NASA's Lunar Crater Observation and Sensing Satellite will venture to the Moon to search for water ice.
By | Published: April 13, 2006
Crash Impactor
In 2008, NASA will send an impactor spacecraft to the Moon with the launch of the Lunar Reconnaissance Orbiter. The Lunar Crater Observation and Sensing Satellite will travel independently of the orbiter and crash into the lunar surface to search for water ice.
April 13, 2006
In October 2008, NASA plans to send the Lunar Reconnaissance Orbiter (LRO) to study the Moon’s surface in preparation for the return of humankind. The space agency recently added a secondary payload to this launch. The Lunar Crater Observation and Sensing Satellite (LCROSS) will join LRO aboard the Evolved Expendable Launch Vehicle that will launch from NASA’s Kennedy Space Center.

After launch, LCROSS will disconnect and reach the Moon independently. As LCROSS approaches the lunar south pole, its Earth Departure Upper Stage will separate, and then impact a crater in the region. The remaining Shepherding Spacecraft will fly through the plume generated by the upper stage and analyze the cloud for evidence of water. Space and Earth-based instruments also will watch the show. The research will help determine landing sites and available resources.

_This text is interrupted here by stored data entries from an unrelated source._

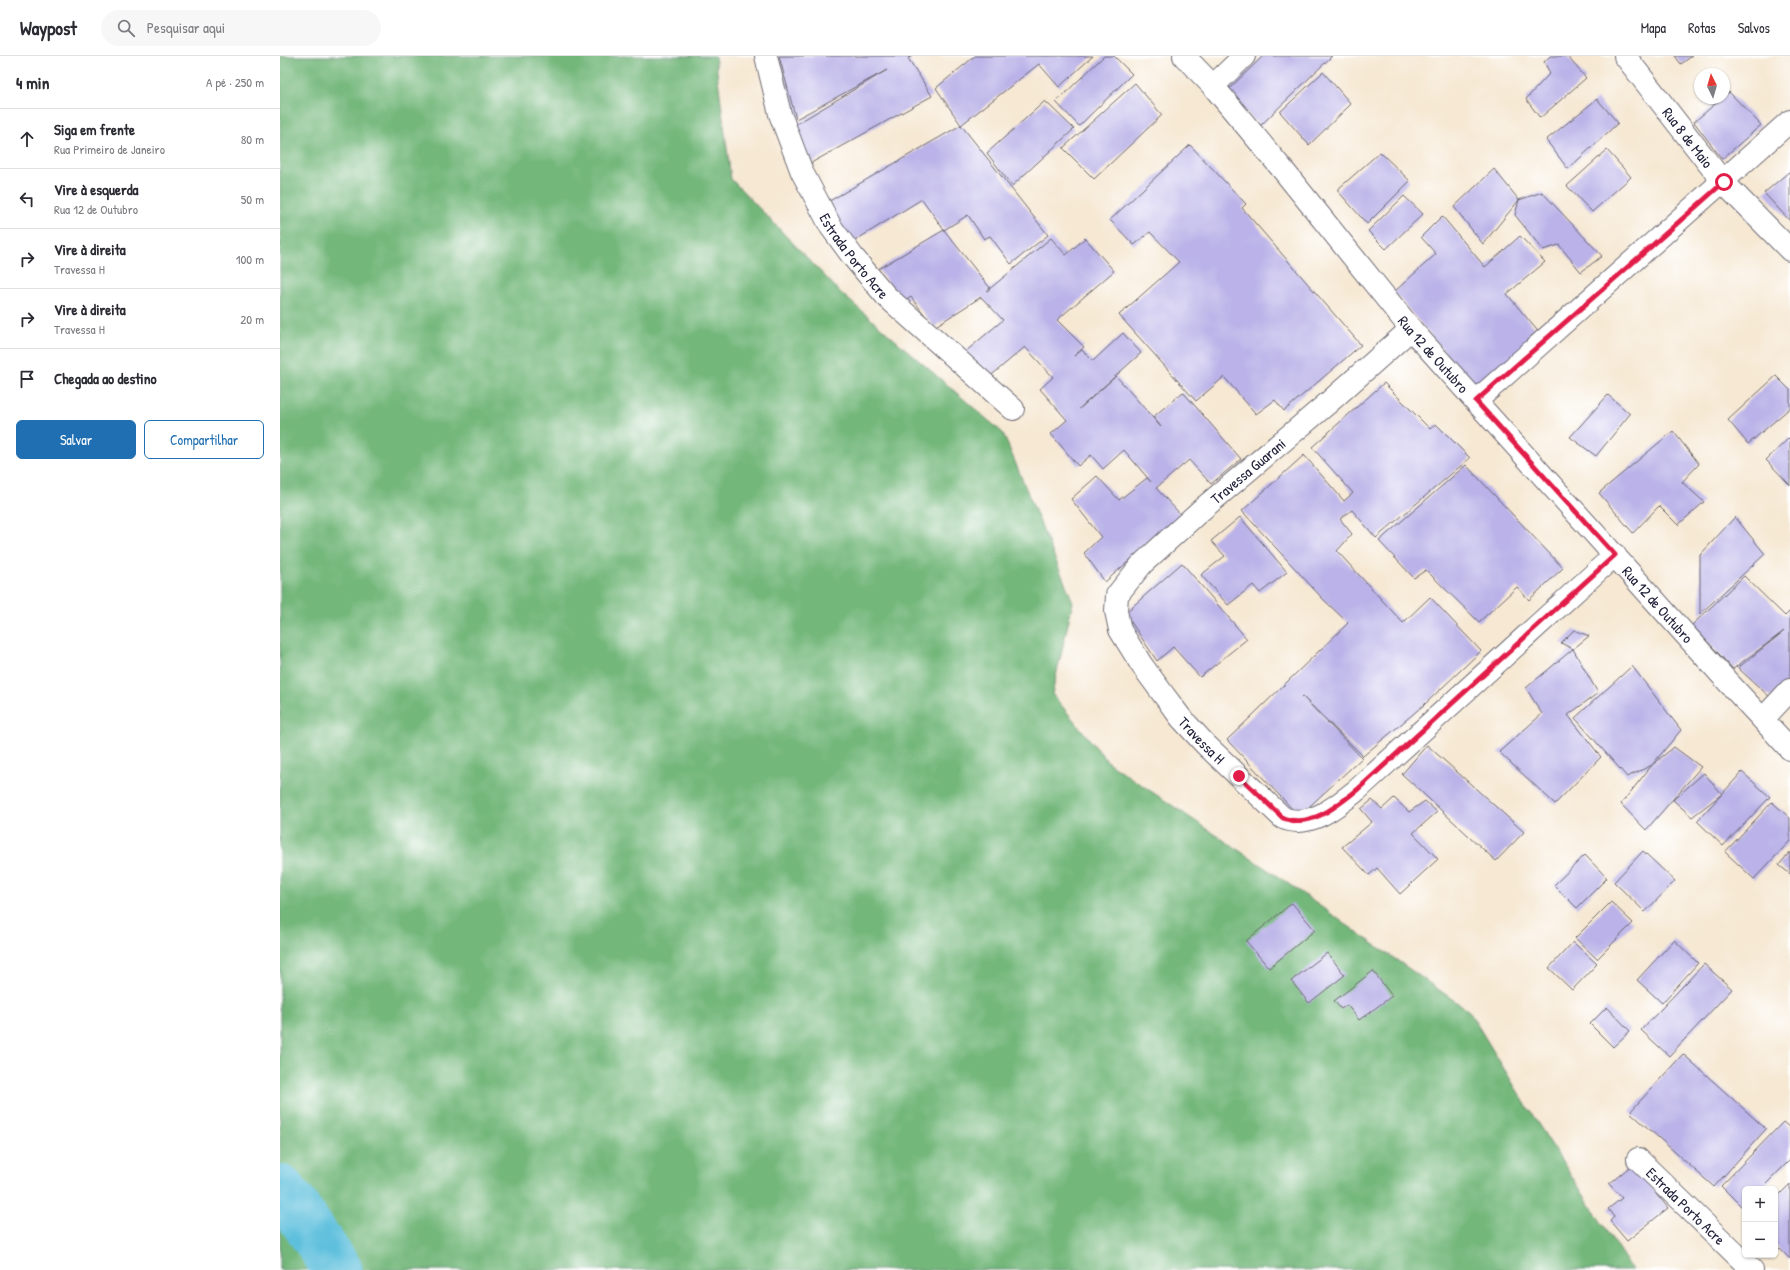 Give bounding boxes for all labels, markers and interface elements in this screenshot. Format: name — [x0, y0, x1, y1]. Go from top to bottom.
search box — [101, 10, 381, 46]
text: Waypost — [20, 15, 77, 41]
icon: search — [115, 17, 137, 39]
text: Pesquisar aqui — [147, 17, 225, 38]
text: Mapa — [1641, 18, 1666, 37]
text: Rotas — [1688, 18, 1716, 37]
text: Salvos — [1738, 18, 1770, 37]
north arrow — [1694, 68, 1730, 104]
text: 4 min — [16, 71, 49, 94]
text: A pé · 250 m — [206, 73, 264, 91]
street label: Rua 8 de Maio — [1658, 103, 1719, 172]
text: Siga em frente — [54, 119, 135, 140]
icon: ahead — [16, 128, 38, 150]
text: 80 m — [241, 130, 264, 148]
text: Rua Primeiro de Janeiro — [54, 140, 165, 158]
route start — [1715, 173, 1733, 191]
text: Vire à esquerda — [54, 179, 138, 200]
icon: left — [16, 188, 38, 210]
text: 50 m — [241, 190, 264, 208]
text: Rua 12 de Outubro — [54, 200, 138, 218]
street label: Estrada Porto Acre — [815, 209, 894, 303]
text: Vire à direita — [54, 239, 126, 260]
icon: right — [16, 248, 38, 270]
text: 100 m — [236, 250, 264, 268]
text: Travessa H — [54, 260, 105, 278]
text: Vire à direita — [54, 299, 126, 320]
icon: right — [16, 308, 38, 330]
text: 20 m — [240, 310, 264, 328]
street label: Rua 12 de Outubro — [1394, 311, 1474, 397]
text: Travessa H — [54, 320, 105, 338]
icon: arrive — [16, 368, 38, 390]
text: Chegada ao destino — [54, 368, 157, 389]
button: Salvar — [16, 420, 136, 459]
button: Compartilhar — [144, 420, 264, 459]
street label: Travessa Guarani — [1206, 433, 1290, 509]
street label: Rua 12 de Outubro — [1618, 561, 1698, 647]
street label: Travessa H — [1174, 712, 1230, 768]
route end — [1230, 767, 1248, 785]
street label: Estrada Porto Acre — [1642, 1162, 1730, 1249]
map controls — [1742, 1186, 1778, 1258]
button: + — [1742, 1186, 1778, 1222]
button: − — [1742, 1222, 1778, 1258]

“The LCROSS mission will help us determine if there is water hidden in the permanently dark craters of the Moon’s south pole,” says Marvin Christensen, manager of the Robotic Lunar Exploration Program, which proposed the secondary payload. “If we find substantial amounts of water ice there, it could be used by astronauts who later visit the Moon to make rocket fuel.”

LCROSS was not part of the original launch design. NASA called for internal proposals that will advance lunar science and assist in the return to the Moon. These ideas will fit within the payload capability of the launch vehicle at a low cost, with the hopes of yielding high returns.

This duo is the first in a series of robotic missions that NASA will send to the Moon. Between 2008 and 2016, these missions will examine and map the lunar surface in preparation for astronauts’ return to the Moon.